Desde 1971, o governo dos Estados Unidos, durante a administração de Richard Nixon, cancelou unilateralmente os acordos de Bretton Woods (1944), acabando com a conversibilidade do dólar americano em ouro, embora a moeda americana se mantivesse como meio de pagamento internacional geral e moeda hegemônica. De fato, o dólar americano continua sendo a moeda constitutiva de mais de 70% das reservas internacionais.

Quando dinheiro inconversível funciona como meio de pagamento internacional, abrem-se as portas para a chamada financeirização da economia, fenômeno potencialmente gerador de crises. Em um contexto de globalização econômica, essas crises rapidamente se tornam sistêmicas, sobretudo quando atingem o coração do sistema, a exemplo da Crise do Subprime, deflagrada em 2007-2008.
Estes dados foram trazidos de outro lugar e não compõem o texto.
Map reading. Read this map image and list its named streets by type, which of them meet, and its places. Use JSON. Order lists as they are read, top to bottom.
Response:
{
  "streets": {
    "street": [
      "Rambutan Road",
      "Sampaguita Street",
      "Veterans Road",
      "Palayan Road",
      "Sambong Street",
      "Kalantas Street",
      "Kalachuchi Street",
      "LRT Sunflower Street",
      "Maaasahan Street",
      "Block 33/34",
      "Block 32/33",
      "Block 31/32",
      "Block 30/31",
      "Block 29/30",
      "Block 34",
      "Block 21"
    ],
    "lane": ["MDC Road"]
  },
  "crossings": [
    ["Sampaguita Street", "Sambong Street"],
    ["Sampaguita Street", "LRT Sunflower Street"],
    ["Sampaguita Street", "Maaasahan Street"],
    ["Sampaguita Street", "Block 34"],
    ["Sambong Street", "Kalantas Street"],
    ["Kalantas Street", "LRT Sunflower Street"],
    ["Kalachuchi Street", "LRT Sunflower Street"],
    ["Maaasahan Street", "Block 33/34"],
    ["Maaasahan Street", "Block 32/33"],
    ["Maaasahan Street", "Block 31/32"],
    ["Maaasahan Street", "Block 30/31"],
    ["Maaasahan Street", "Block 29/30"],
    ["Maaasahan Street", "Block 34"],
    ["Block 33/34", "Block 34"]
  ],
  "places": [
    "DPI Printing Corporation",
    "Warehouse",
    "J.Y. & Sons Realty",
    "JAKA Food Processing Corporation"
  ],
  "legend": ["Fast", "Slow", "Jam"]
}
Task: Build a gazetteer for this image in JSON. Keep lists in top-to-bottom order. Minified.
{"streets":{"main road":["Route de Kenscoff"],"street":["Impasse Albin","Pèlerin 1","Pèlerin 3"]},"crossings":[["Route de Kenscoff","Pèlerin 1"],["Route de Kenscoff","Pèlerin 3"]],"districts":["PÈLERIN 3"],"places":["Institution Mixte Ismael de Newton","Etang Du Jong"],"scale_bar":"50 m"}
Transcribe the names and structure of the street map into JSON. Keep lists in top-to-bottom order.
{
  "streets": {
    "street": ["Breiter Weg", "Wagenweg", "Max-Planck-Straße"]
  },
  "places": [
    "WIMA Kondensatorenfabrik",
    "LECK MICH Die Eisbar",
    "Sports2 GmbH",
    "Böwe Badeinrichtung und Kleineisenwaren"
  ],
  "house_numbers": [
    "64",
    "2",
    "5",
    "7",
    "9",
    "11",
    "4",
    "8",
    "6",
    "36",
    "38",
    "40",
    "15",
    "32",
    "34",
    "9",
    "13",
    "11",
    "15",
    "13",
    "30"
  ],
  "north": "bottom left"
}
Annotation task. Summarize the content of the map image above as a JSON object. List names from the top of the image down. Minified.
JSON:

Neste sentido, Keynes, em sua Teoria Geral do Emprego, do Juro e da Moeda, entendeu que, para "salvar o capitalismo de si mesmo", era preciso que o Estado o controlasse, e já apontava para a necessidade de regular os mercados - principalmente o mercado financeiro - e de controlar os fluxos financeiros internacionais.[2][3][4][5]

Referências

  1. "Requiem para o neoliberalismo? Ainda é cedo." Entrevista com a professora e economista Leda Paulani. Instituto Humanitas. Unisinos, 4 de outubro de 2008.
  2. HOBSON, John A. A evolução do capitalismo moderno. São Paulo: Abril Cultural, 1983.
  3. LENIN, Vladimir. O imperialismo: fase superior do capitalismo. São Paulo: Editora Parma, 1979.
  4. MAURÍCIO C. COUTINHO. Do Capital Financeiro de Hilferding. Soc. Bras. Economia Política, São Paulo, nº 35, p. 5-26, junho 2013.
  5. GOUVÊA, Marina M. de Magalhães. Imperialismo: aproximação ao debate marxista sobre a caracterização do capitalismo na virada para o século XX. 2012. 167f. Dissertação de Mestrado - Universidade Federal do Rio de Janeiro, Rio de Janeiro, 2012.